Au moment d’aborder son récit, et, après avoir dit quelques mots de Catilina, Salluste s’avise qu’il serait utile, pour mieux comprendre le personnage, de le placer dans son milieu, et s’interrompant assez brusquement, il nous présente un tableau de la société de cette époque.

Personne ne s’étonnera que ce tableau soit très noir : on a vu qu’après les mésaventures de sa vie politique, Salluste en voulait à peu près à tout le monde. La manière dont ce mécontentement s’exprime d’abord chez lui n’est pas non plus pour nous surprendre. Les Romains avaient une façon particulière de se plaindre du présent : elle consistait à célébrer le passé. L’éloge du bon vieux temps, auquel aucun d’eux ne s’est soustrait, était une des formes de leur mauvaise humeur. Cet éloge était très naturel sous la république, qui vivait des traditions antiques ; mais il semble que le gouvernement qui la renversa et la remplaça aurait dû être porté à juger le passé avec plus d’indépendance.
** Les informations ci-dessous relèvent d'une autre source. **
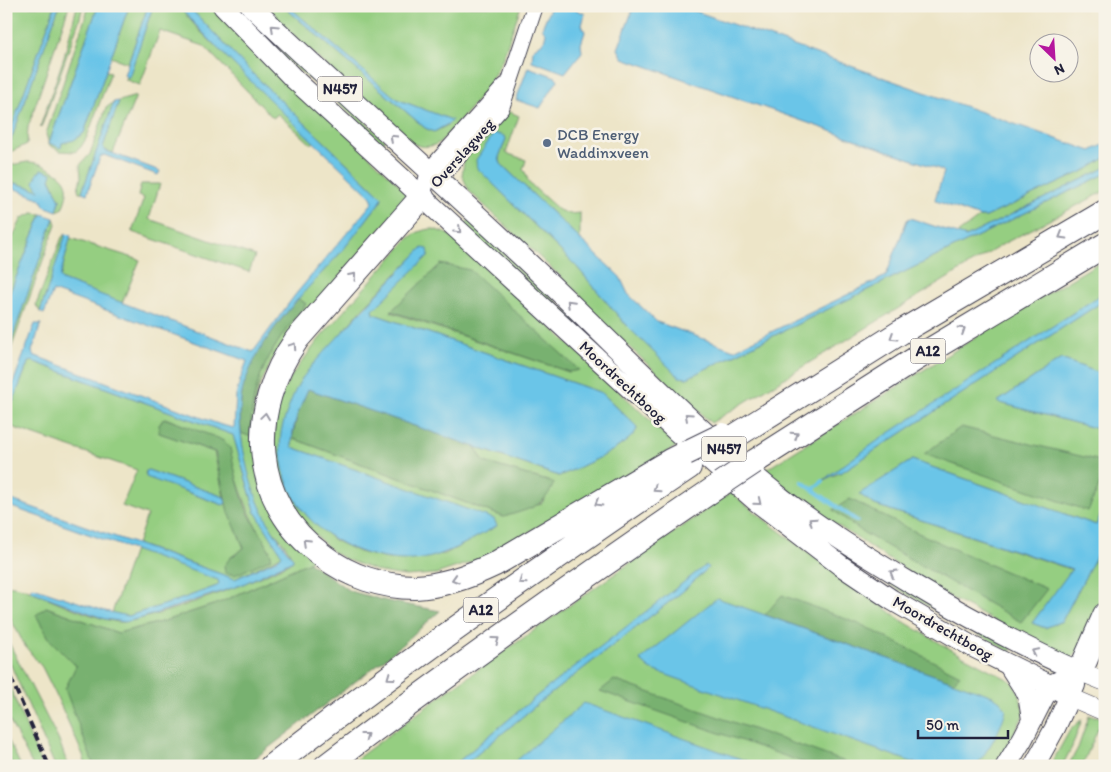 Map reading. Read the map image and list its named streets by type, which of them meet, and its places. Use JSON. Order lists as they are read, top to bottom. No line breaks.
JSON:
{"streets":{"highway":["A12"],"main road":["N457","Overslagweg","Moordrechtboog"]},"crossings":[["N457","Moordrechtboog"],["Overslagweg","A12"],["Overslagweg","Moordrechtboog"],["A12","Moordrechtboog"]],"places":["DCB Energy Waddinxveen"],"scale_bar":"50 m","north":"bottom right"} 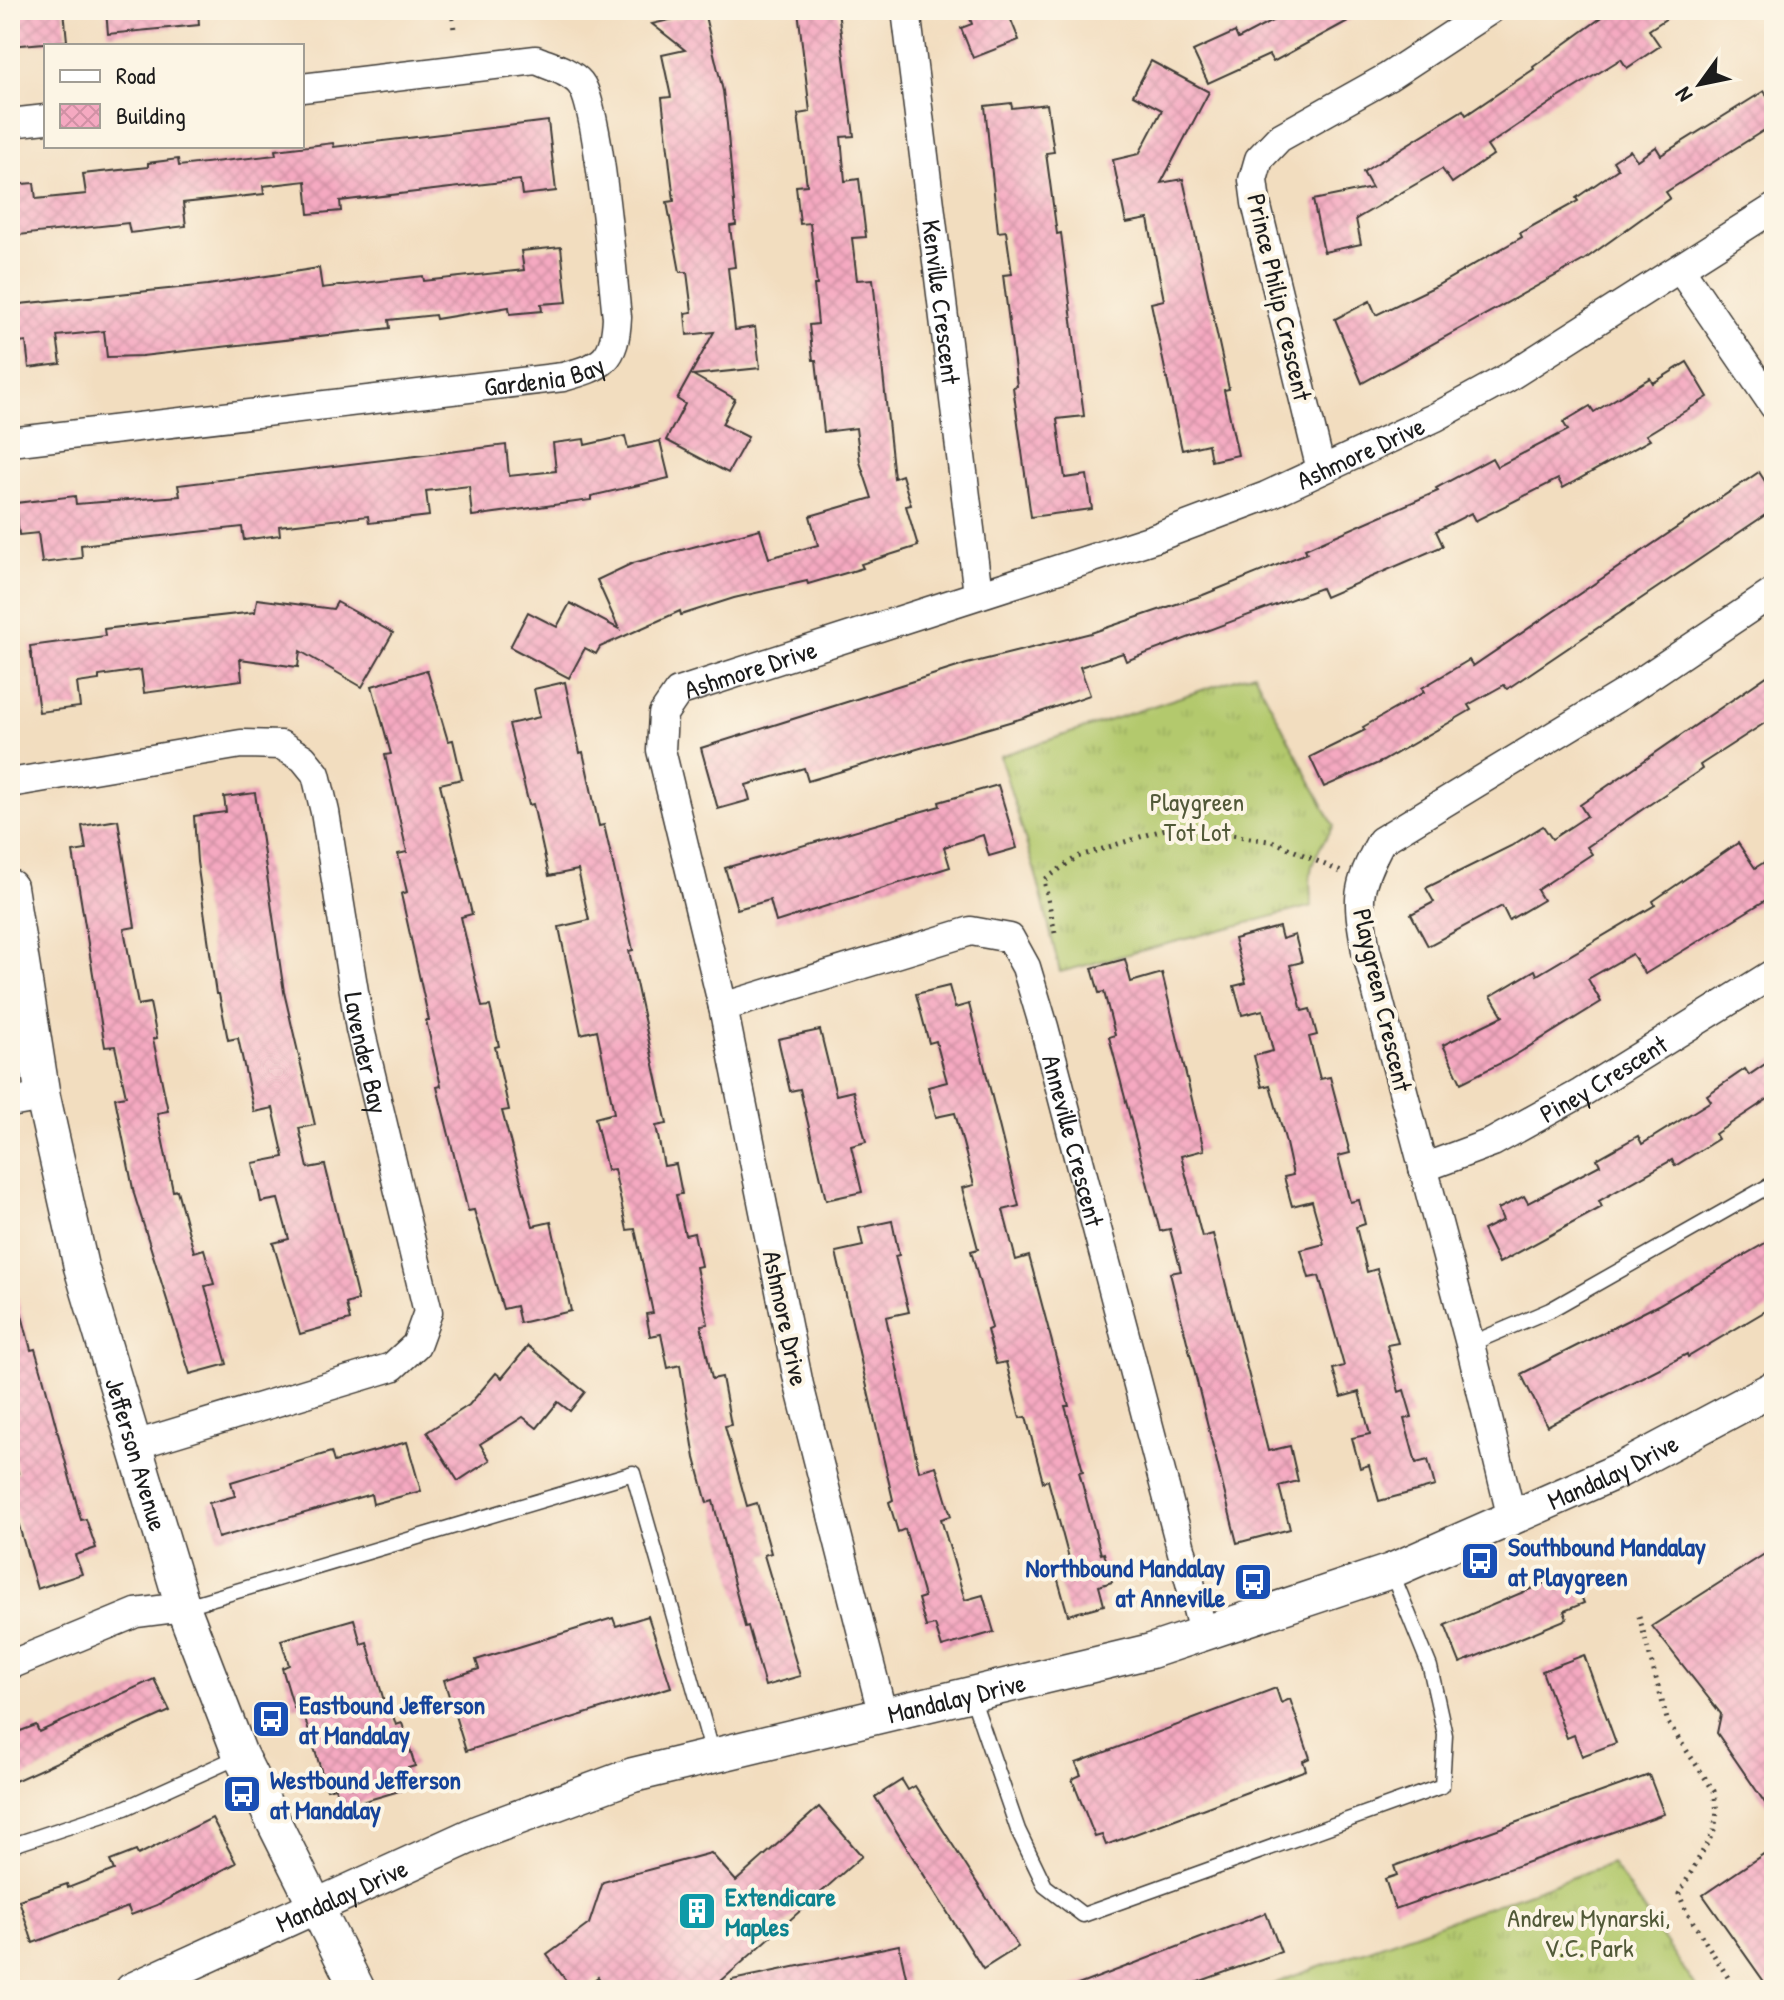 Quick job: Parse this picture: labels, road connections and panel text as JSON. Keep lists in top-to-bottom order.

Il n’en fut rien, et, avant même que ce gouvernement nouveau se fût définitivement installé au pouvoir, il avait pris les façons de parler de l’ancien. Salluste, ce Césarien de la veille, n’a pas de couleurs assez riantes pour dépeindre le bonheur dont jouissaient les Romains d’autrefois sous le régime qu’il a aidé le dictateur à détruire. « En ce temps-là, dit-il, les mœurs étaient

  1. Le nom de Cicéron ne se trouve ni dans Virgile, ni dans Horace.